TrakJohnson
TrakJohnson

Reputation: 2097

Activating QPainter upon hover event

Here is some code that illustrates my problem:

import sys
from PyQt4 import QtGui, QtCore


class CustomButton(QtGui.QAbstractButton):
    def __init__(self, *__args):
        super().__init__(*__args)
        self.setFixedSize(190, 50)
        self.installEventFilter(self)

    def paintEvent(self, event):
        painter = QtGui.QPainter(self)
        painter.setBrush(QtGui.QColor(136, 212, 78))
        painter.setPen(QtCore.Qt.NoPen)
        painter.drawRect(QtCore.QRect(0, 0, 100, 48))

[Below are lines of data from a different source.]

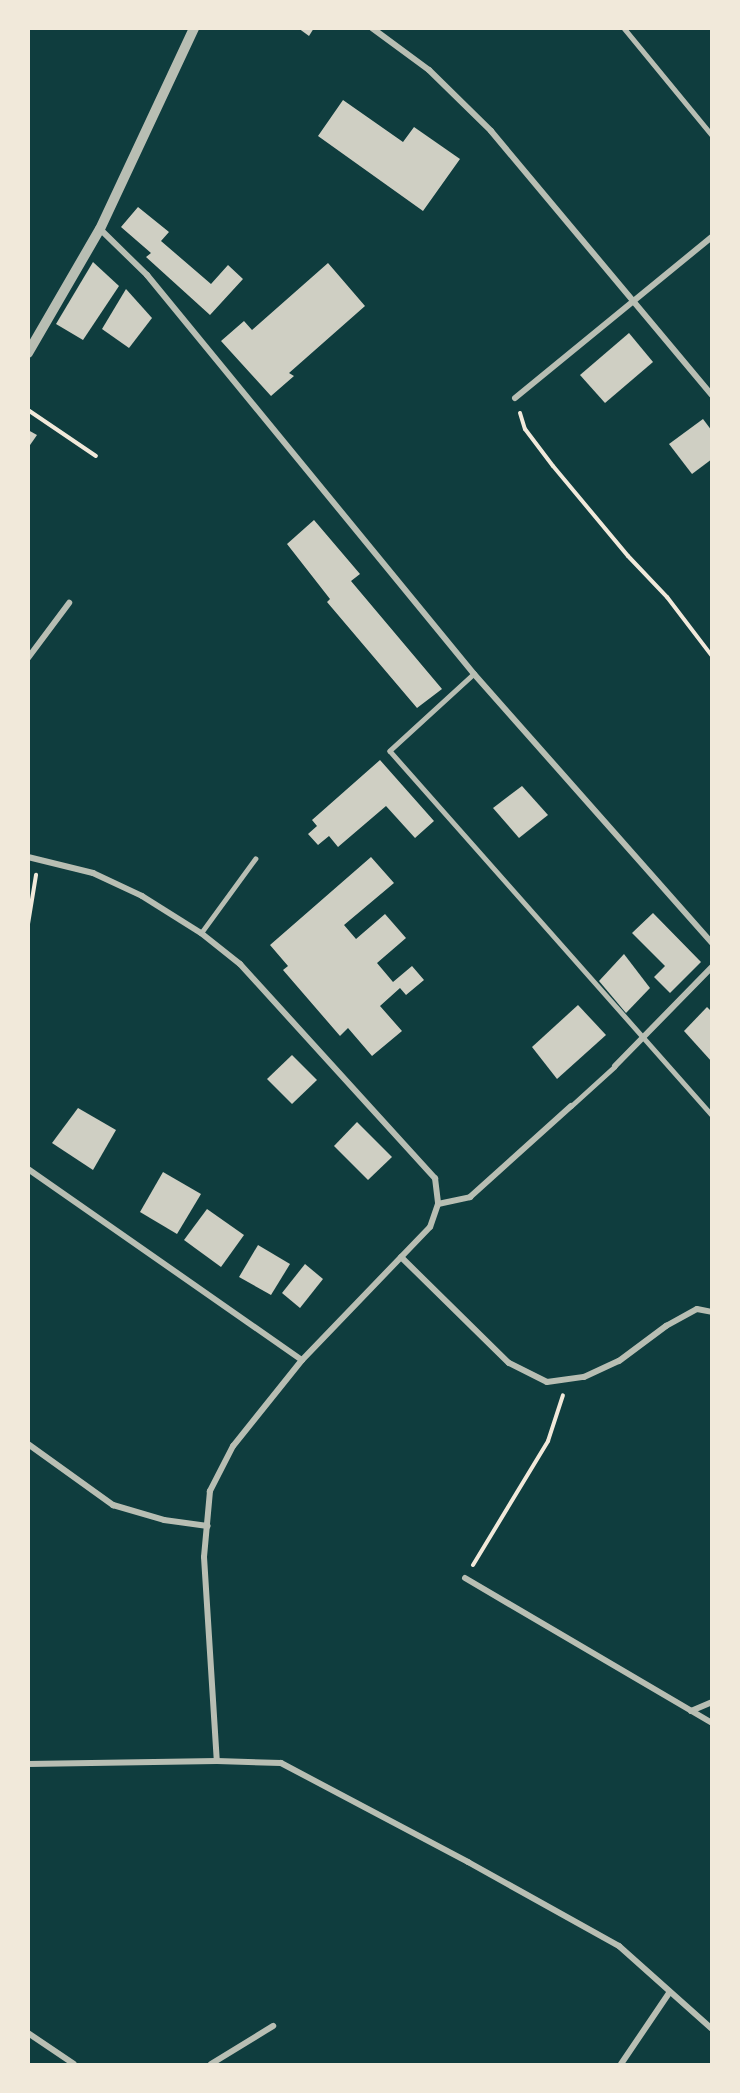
<!DOCTYPE html>
<style>
body{margin:0}
#map{position:relative;width:740px;height:2093px;overflow:hidden;background:#0f3d3e;font-family:Signika,sans-serif}
div>[style]{position:absolute}
.building>*{inset:0;background:#cfcfc3}
.path>*{height:4px;margin:-2px;padding:0 2px;transform-origin:2px;border-radius:2px;background:#f1e9da}
.service>*{height:4.5px;margin:-2.25px;padding:0 2.25px;transform-origin:2.25px;border-radius:2.25px;background:#b8beb3}
.pedestrian>*{height:5px;margin:-2.5px;padding:0 2.5px;transform-origin:2.5px;border-radius:2.5px;background:#b8beb3}
.minor>*{height:6px;margin:-3px;padding:0 3px;transform-origin:3px;border-radius:3px;background:#b8beb3}
.tertiary>*{height:10px;margin:-5px;padding:0 5px;transform-origin:5px;border-radius:5px;background:#b8beb3}
span{translate:-50% -50%;white-space:nowrap;text-align:center;line-height:1.15;-webkit-text-stroke:5px #f1e9da;paint-order:stroke}
.frame{position:absolute;inset:0;border:30px solid #f1e9da;pointer-events:none}
</style>
<div id="map">
<div class="building">
<div style="clip-path:polygon(298px 28px,314px 28px,309px 36px)"></div>
<div style="clip-path:polygon(343px 100px,403px 142px,414px 127px,460px 159px,423px 211px,318px 136px)"></div>
<div style="clip-path:polygon(138px 207px,169px 232px,161px 241px,211px 284px,228px 265px,243px 279px,210px 315px,146px 257px,151px 253px,121px 227px)"></div>
<div style="clip-path:polygon(93px 262px,119px 286px,83px 340px,56px 324px)"></div>
<div style="clip-path:polygon(328px 263px,365px 306px,289px 373px,294px 376px,271px 396px,221px 341px,244px 321px,252px 330px)"></div>
<div style="clip-path:polygon(126px 289px,152px 318px,129px 348px,102px 329px)"></div>
<div style="clip-path:polygon(629px 333px,653px 362px,605px 403px,580px 375px)"></div>
<div style="clip-path:polygon(703px 419px,712px 431px,712px 459px,692px 474px,669px 444px)"></div>
<div style="clip-path:polygon(28px 430px,37px 435px,28px 448px)"></div>
<div style="clip-path:polygon(314px 520px,360px 574px,351px 581px,442px 689px,417px 708px,327px 602px,330px 599px,287px 544px)"></div>
<div style="clip-path:polygon(380px 760px,434px 821px,415px 838px,386px 806px,338px 847px,329px 836px,318px 845px,308px 834px,317px 826px,312px 820px)"></div>
<div style="clip-path:polygon(522px 786px,548px 815px,519px 838px,493px 808px)"></div>
<div style="clip-path:polygon(371px 857px,394px 883px,344px 925px,356px 939px,385px 914px,406px 938px,377px 963px,393px 982px,412px 966px,424px 980px,406px 995px,400px 988px,380px 1006px,402px 1031px,372px 1056px,348px 1028px,340px 1036px,283px 970px,288px 966px,270px 945px)"></div>
<div style="clip-path:polygon(653px 913px,701px 962px,670px 993px,654px 977px,665px 966px,632px 933px)"></div>
<div style="clip-path:polygon(624px 954px,650px 988px,626px 1013px,599px 981px)"></div>
<div style="clip-path:polygon(578px 1005px,606px 1035px,557px 1079px,532px 1047px)"></div>
<div style="clip-path:polygon(707px 1007px,712px 1012px,712px 1062px,684px 1031px)"></div>
<div style="clip-path:polygon(292px 1055px,317px 1080px,292px 1104px,267px 1079px)"></div>
<div style="clip-path:polygon(78px 1108px,116px 1130px,93px 1170px,52px 1143px)"></div>
<div style="clip-path:polygon(357px 1122px,392px 1157px,368px 1180px,334px 1146px)"></div>
<div style="clip-path:polygon(163px 1172px,201px 1194px,177px 1234px,140px 1212px)"></div>
<div style="clip-path:polygon(207px 1209px,244px 1235px,221px 1267px,184px 1240px)"></div>
<div style="clip-path:polygon(258px 1245px,290px 1264px,271px 1295px,239px 1277px)"></div>
<div style="clip-path:polygon(305px 1264px,323px 1279px,300px 1308px,282px 1293px)"></div>
</div>
<div class="path">
<div style="left:28px;top:410px;width:82px;rotate:34.1deg"></div>
<div style="left:520px;top:413px;width:17px;rotate:73deg"></div>
<div style="left:525px;top:429px;width:46px;rotate:52.9deg"></div>
<div style="left:553px;top:466px;width:117px;rotate:50.2deg"></div>
<div style="left:628px;top:556px;width:57px;rotate:46.4deg"></div>
<div style="left:667px;top:597px;width:74px;rotate:52.7deg"></div>
<div style="left:28px;top:924px;width:50px;rotate:-80.7deg"></div>
<div style="left:473px;top:1565px;width:145px;rotate:-58.8deg"></div>
<div style="left:548px;top:1441px;width:48px;rotate:-71.9deg"></div>
</div>
<div class="service">
<div style="left:624px;top:28px;width:139px;rotate:50.6deg"></div>
<div style="left:474px;top:674px;width:114px;rotate:137.5deg"></div>
<div style="left:390px;top:751px;width:486px;rotate:48.5deg"></div>
<div style="left:201px;top:933px;width:92px;rotate:-53.9deg"></div>
</div>
<div class="pedestrian">
<div style="left:571px;top:1106px;width:59px;rotate:-42.3deg"></div>
</div>
<div class="minor">
<div style="left:372px;top:28px;width:71px;rotate:36.4deg"></div>
<div style="left:429px;top:70px;width:87px;rotate:44.5deg"></div>
<div style="left:491px;top:131px;width:344px;rotate:50.1deg"></div>
<div style="left:100px;top:229px;width:66px;rotate:44.4deg"></div>
<div style="left:147px;top:275px;width:516px;rotate:50.66deg"></div>
<div style="left:474px;top:674px;width:359px;rotate:48.5deg"></div>
<div style="left:515px;top:398px;width:254px;rotate:-39.3deg"></div>
<div style="left:28px;top:658px;width:69px;rotate:-53.3deg"></div>
<div style="left:28px;top:857px;width:67px;rotate:13.8deg"></div>
<div style="left:93px;top:873px;width:54px;rotate:25.1deg"></div>
<div style="left:142px;top:896px;width:70px;rotate:32.1deg"></div>
<div style="left:201px;top:933px;width:50px;rotate:38.5deg"></div>
<div style="left:240px;top:964px;width:290px;rotate:47.7deg"></div>
<div style="left:435px;top:1178px;width:26px;rotate:83deg"></div>
<div style="left:438px;top:1204px;width:24px;rotate:109deg"></div>
<div style="left:430px;top:1227px;width:185px;rotate:133.9deg"></div>
<div style="left:302px;top:1360px;width:110px;rotate:128.7deg"></div>
<div style="left:233px;top:1446px;width:51px;rotate:117.1deg"></div>
<div style="left:210px;top:1491px;width:66px;rotate:95.2deg"></div>
<div style="left:204px;top:1557px;width:204px;rotate:86.4deg"></div>
<div style="left:615px;top:1066px;width:139px;rotate:-45.6deg"></div>
<div style="left:28px;top:1169px;width:334px;rotate:34.9deg"></div>
<div style="left:438px;top:1204px;width:33px;rotate:-12deg"></div>
<div style="left:470px;top:1197px;width:136px;rotate:-42deg"></div>
<div style="left:401px;top:1257px;width:151px;rotate:44.5deg"></div>
<div style="left:509px;top:1363px;width:42px;rotate:26.6deg"></div>
<div style="left:547px;top:1382px;width:37px;rotate:-8deg"></div>
<div style="left:584px;top:1377px;width:38px;rotate:-25deg"></div>
<div style="left:619px;top:1361px;width:59px;rotate:-36.7deg"></div>
<div style="left:666px;top:1326px;width:35px;rotate:-29deg"></div>
<div style="left:697px;top:1309px;width:15px;rotate:11deg"></div>
<div style="left:28px;top:1444px;width:105px;rotate:35.7deg"></div>
<div style="left:113px;top:1505px;width:53px;rotate:16.4deg"></div>
<div style="left:164px;top:1520px;width:44px;rotate:7.8deg"></div>
<div style="left:465px;top:1578px;width:286px;rotate:30.4deg"></div>
<div style="left:691px;top:1711px;width:23px;rotate:-23deg"></div>
<div style="left:28px;top:1764px;width:189px;rotate:-0.9deg"></div>
<div style="left:217px;top:1761px;width:64px;rotate:1.8deg"></div>
<div style="left:281px;top:1763px;width:212px;rotate:27.9deg"></div>
<div style="left:468px;top:1862px;width:173px;rotate:29.1deg"></div>
<div style="left:619px;top:1946px;width:125px;rotate:41.7deg"></div>
<div style="left:28px;top:2033px;width:55px;rotate:34deg"></div>
<div style="left:211px;top:2064px;width:73px;rotate:-31.5deg"></div>
<div style="left:621px;top:2064px;width:86px;rotate:-55.9deg"></div>
</div>
<div class="tertiary">
<div style="left:28px;top:353px;width:143px;rotate:-59.9deg"></div>
<div style="left:100px;top:229px;width:222px;rotate:-64.9deg"></div>
</div>
<div class="frame"></div>
</div>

    def eventFilter(self, object, event):
        if event.type() == QtCore.QEvent.HoverMove:
            painter = QtGui.QPainter(self)
            painter.begin(self)
            painter.drawRect(QtCore.QRect(0, 0, 100, 48))
            painter.end()
            return True
        return False

app = QtGui.QApplication(sys.argv)
window = QtGui.QWidget()
layout = QtGui.QGridLayout(window)

button = CustomButton()
layout.addWidget(button, 0, 0)

window.show()
sys.exit(app.exec_())

The goal is to make a button using QPainter that can be modified when the HoverMove event is detected. However, I get the following errors upon hovering:

QPainter::begin: Paint device returned engine == 0, type: 1
QPainter::begin: Paint device returned engine == 0, type: 1
QPainter::drawRects: Painter not active
QPainter::end: Painter not active, aborted

From what I've understood from the docs (here) I can use .begin() to activate the QPainter; however as the error message shows this isn't the case and the second rectangle does not get drawn. How should I use QPainter to achieve the desired output ?

Upvotes: 1

Views: 1964

Answers (2)

ecstrema
ecstrema

Reputation: 691

@ekhumoro's answer above can be rewritten more simply with QWidget::underMouse(). the docs

    def paintEvent(self, event):
        if underMouse():
            # do hover stuff ...
        else:
            # do normal stuff ...

Upvotes: 0

ekhumoro
ekhumoro

Reputation: 120798

You need to detect the hover inside paintEvent and act accordingly:

    def paintEvent(self, event):
        option = QtGui.QStyleOptionButton()
        option.initFrom(self)
        painter = QtGui.QPainter(self)
        if option.state & QtGui.QStyle.State_MouseOver:
            # do hover stuff ...
        else:
            # do normal stuff ...

QStyleOption and its subclasses contain all the information that QStyle functions need to draw a graphical element. The QPaintEvent only contains information about what area needs to be updated.